メキシコ料理の店 ラ・カシータ/Restaourante La Casita Cocina Mexicana

オーナーシェフのコラム

第84章

大事な友との出会い

1976年、渋谷の公園通りに店を構えて間もなくの頃である。一人でふらりと入店してきた長身の外国人がケサディージャとビーフタコスを注文し、食べ終えた後、いきなり握手を求めてきた。「Perfect!」を連発しながら大喜びの様子に、私も嬉しくなって、どこから来たのかと尋ねてみた。彼の答えは、自分が育ったロサンジェルスにはメキシコ料理点が沢山あるが、こんなに美味しく作る料理人はいないとべた褒めである。現在、早稲田大学に留学中で、学生だからあまりお金はないが、また食べに来ますと、上機嫌で去っていった。それから毎月のように来店し、レシピを教えて欲しいと懇願された。サルサやトルティージャのポイント、アボカドの扱い方などを丁寧に伝授し、代官山に移転してからも親交は続いていた。4年後、北海道から知らせが届く。何と、弱冠27歳で札幌の繁華街に居酒屋を開店したのである。『麦酒亭』と命名された店は、その名の通り世界のビールを揃え、メキシカンの献立が摘まみと謳っていた。的を射た彼の発想はすぐに評判となり、市民だけではなく出張族まで取り込み、店は大繁盛の一路を辿るのである。地元の数々のイベントにも積極的に参加しては、その明るい人柄で人々を魅了し、やがて名士となるが、胸の内に渦巻いていた事業欲がどんどん膨らんでいた。
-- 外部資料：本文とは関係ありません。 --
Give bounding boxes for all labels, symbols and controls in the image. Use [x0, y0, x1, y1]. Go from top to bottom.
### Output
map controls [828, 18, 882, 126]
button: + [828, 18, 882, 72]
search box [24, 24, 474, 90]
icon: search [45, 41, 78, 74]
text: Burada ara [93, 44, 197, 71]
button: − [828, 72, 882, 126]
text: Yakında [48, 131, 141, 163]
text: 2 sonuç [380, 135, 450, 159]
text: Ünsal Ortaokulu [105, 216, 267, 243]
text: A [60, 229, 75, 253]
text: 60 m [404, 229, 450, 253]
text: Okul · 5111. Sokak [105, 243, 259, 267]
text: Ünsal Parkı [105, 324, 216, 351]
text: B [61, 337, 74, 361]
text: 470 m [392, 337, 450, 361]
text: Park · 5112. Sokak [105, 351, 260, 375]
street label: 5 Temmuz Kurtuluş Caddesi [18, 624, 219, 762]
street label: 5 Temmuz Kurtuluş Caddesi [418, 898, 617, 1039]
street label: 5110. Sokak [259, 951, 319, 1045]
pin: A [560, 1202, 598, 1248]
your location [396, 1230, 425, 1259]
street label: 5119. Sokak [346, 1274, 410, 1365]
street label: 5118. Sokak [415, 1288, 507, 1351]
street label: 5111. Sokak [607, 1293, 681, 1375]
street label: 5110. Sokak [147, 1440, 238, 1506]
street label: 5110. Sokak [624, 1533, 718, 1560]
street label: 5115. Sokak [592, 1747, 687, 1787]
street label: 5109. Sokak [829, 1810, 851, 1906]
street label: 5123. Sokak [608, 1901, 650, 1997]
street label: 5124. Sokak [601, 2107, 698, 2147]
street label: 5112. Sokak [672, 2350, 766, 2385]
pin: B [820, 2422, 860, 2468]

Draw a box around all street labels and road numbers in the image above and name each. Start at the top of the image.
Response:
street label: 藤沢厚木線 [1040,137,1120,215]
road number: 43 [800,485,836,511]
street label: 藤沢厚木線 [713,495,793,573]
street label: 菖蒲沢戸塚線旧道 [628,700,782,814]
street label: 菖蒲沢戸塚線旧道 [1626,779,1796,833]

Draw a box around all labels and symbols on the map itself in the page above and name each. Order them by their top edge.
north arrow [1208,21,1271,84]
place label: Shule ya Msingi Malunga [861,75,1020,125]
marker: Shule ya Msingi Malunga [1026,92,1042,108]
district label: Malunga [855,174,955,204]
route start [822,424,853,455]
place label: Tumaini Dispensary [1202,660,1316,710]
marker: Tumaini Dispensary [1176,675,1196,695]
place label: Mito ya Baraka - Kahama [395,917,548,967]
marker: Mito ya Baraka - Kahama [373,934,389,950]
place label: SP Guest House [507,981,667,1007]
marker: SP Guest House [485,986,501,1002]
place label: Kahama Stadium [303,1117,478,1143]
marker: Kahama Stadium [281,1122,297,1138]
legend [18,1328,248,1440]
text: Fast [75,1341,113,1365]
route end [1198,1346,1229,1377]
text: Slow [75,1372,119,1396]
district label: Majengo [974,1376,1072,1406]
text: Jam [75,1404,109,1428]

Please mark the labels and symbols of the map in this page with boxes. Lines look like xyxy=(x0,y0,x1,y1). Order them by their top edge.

酒類販売の資格を取得し、市内にビルを購入して、株式会社えぞ麦酒を立ち上げたとき、即連絡が来た。「渡辺さん、欲しいものがあったら何でも言ってください」。ちょうどその頃、我が店で人気があったテキーラが製造中止になり困っていたので、お願いしてみた。現地まで買い付けに出向き見つけてくれたそれは、日本酒に例えるなら純米・吟醸タイプ。クオリティーも申し分ないが、名の由来が洒落ている。『Tres Mujeres』スペイン語で3人の女性の意だが、メキシコ人は家族を非常に大事にする。祖母、母親、娘が家を守ってくれるから、男は仕事に精進し、帰宅後の安らぎがある。そんな思いが込められたボトルは、皮革で被われ手作り感溢れる素敵なデザイン。ラ・カシータの料理と相性も良く、顧客の心を捉えて放さない存在となっている。振り返れば39年の付き合いになるが、東京に来る度に「会いたい」と電話があり、当初の出会いに感謝していると毎回のように言ってくる。恵まれた関係には、こちらの方が心底謝意を持っている。あの頃のスリムは長身のイケメンだったが、還暦を迎えた今、100kgの体格を持ち、髭を蓄えたその風貌はまるでサンタクロース。誰が見ても憎めない好々爺になっている。彼の名はフレッド。私にとって掛け替えのない大事な友である。